Enzymatic mechanisms and electron transfer mediation in chronoamperometric biosensors

Abstract

Electron transfer mediation to an anode, whose potential is judiciously controlled, provides the conceptual basis for the development of novel chronoamperometric biosensors. The mediators are appropriately selected redox couples (Ox/Red) which are amenable to recycling in the following type of enzyme E catalyzed reaction sequence

$$\begin{gathered} {\text{Substrate + Ox}}{}^{\text{E}} \to {\text{ Product + Red }} \hfill \\ {\text{Red }} \to {\text{ Ox + }}ne^ - {\text{ }} \hfill \\ \end{gathered}$$

Glucose Oxidase (GOD) and Alcohol Oxidase (AOD) exhibit remarkably different pattern of behavior. While GOD is highly specific for the substrate, β-D-glucose, this enzyme can accommodate a variety of oxidants as co-substrates. On the other hand, AOD exhibits broader substrate specificity (short-chain primary alcohols) but accepts only one known oxidant as co-substrate, viz. dioxygen. This paradox is accounted for by the fact that GOD is known to function via a so-called ping-pong mechanism of enzymatic catalysis, which involves successive binding on two different sites, viz.

1. (a)

   a ‘substrate site’ that is capable of binding exclusively β-D-glucose

2. (b)

   a relatively non-selective ‘co-substrate site’ for the oxidant.

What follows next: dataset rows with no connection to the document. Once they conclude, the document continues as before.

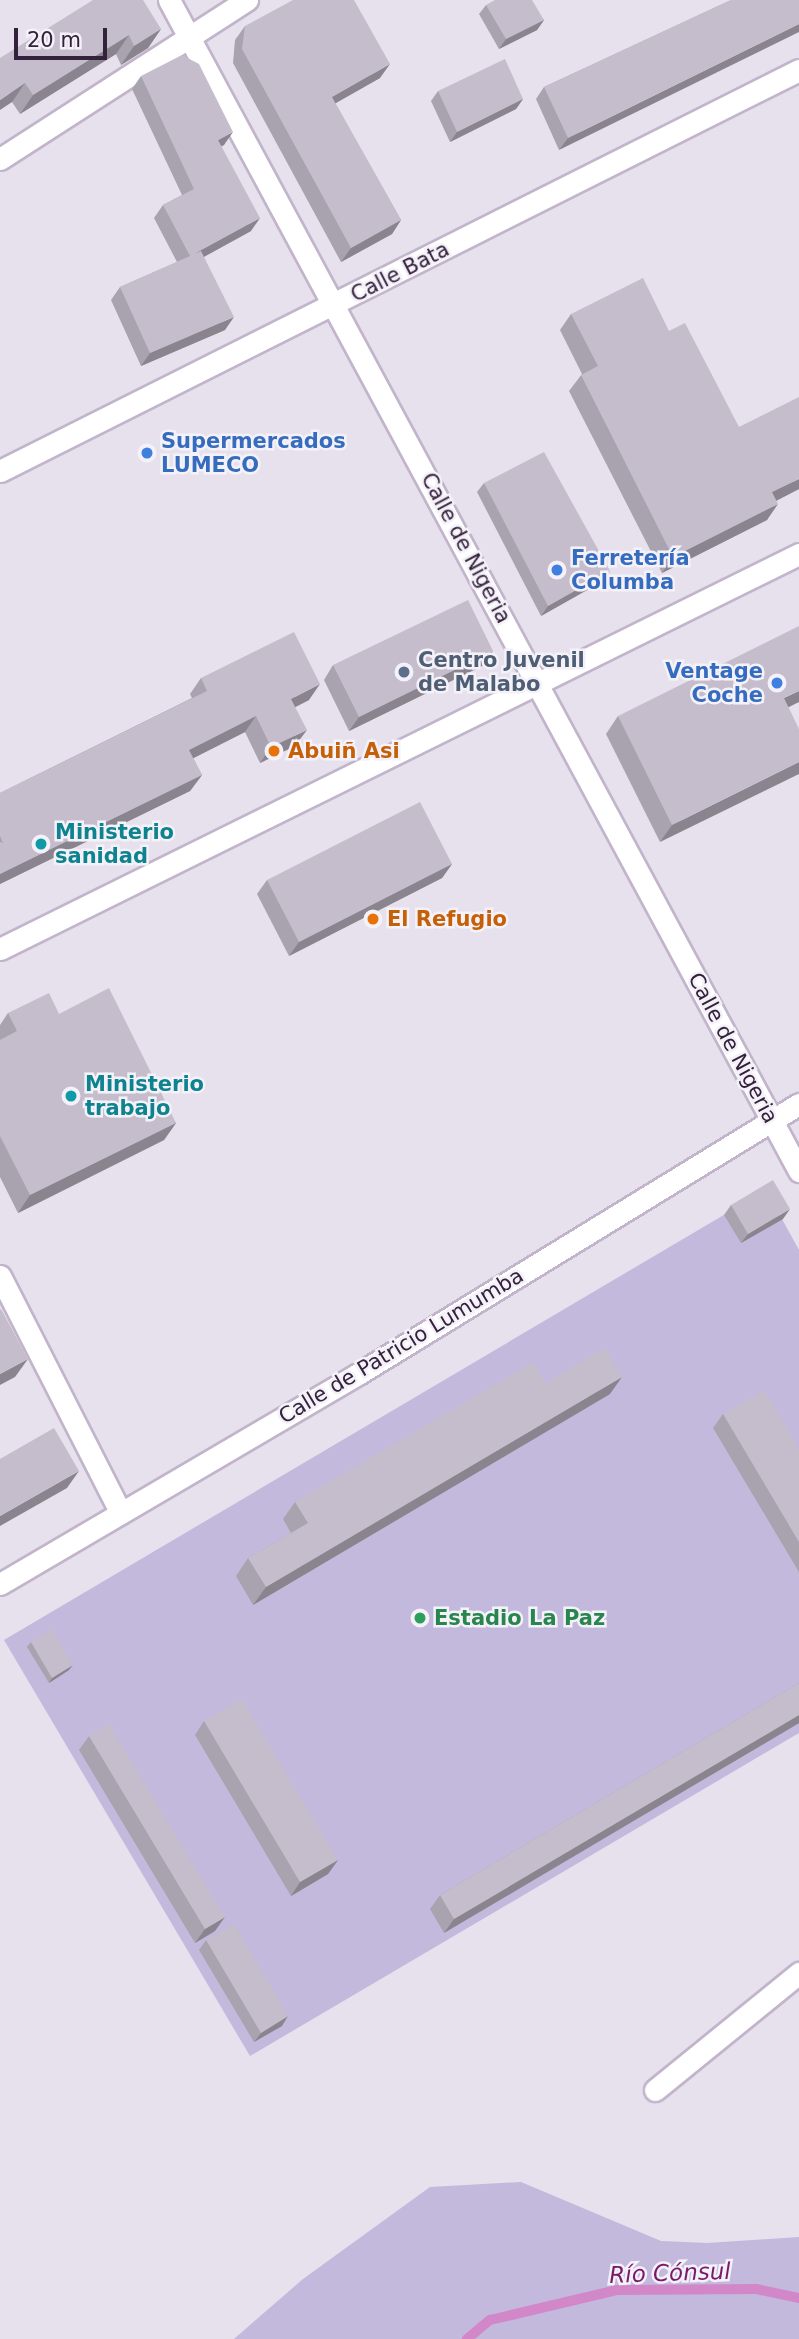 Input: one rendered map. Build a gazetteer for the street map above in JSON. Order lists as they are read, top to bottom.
{
  "streets": {
    "street": ["Calle Bata", "Calle de Nigeria", "Calle de Patricio Lumumba"]
  },
  "crossings": [
    ["Calle Bata", "Calle de Nigeria"],
    ["Calle de Nigeria", "Calle de Patricio Lumumba"]
  ],
  "water": ["Río Cónsul"],
  "places": [
    "Supermercados LUMECO",
    "Ferretería Columba",
    "Centro Juvenil de Malabo",
    "Ventage Coche",
    "Abuiñ Asi",
    "Ministerio sanidad",
    "El Refugio",
    "Ministerio trabajo",
    "Estadio La Paz"
  ],
  "scale_bar": "20 m"
}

In contradistinction, AOD's catalytic mechanism implicates a ternary intermediate, where both the substrate and the co-substrate are bound to the same site of the enzyme. Accordingly, we postulate that AOD is a ‘true oxidase’, which is selective to dioxygen as the sole acceptable cosubstrate, while GOD is an example of a ‘pseudo-oxidase’ which can accept several co-substrates on a less selective site.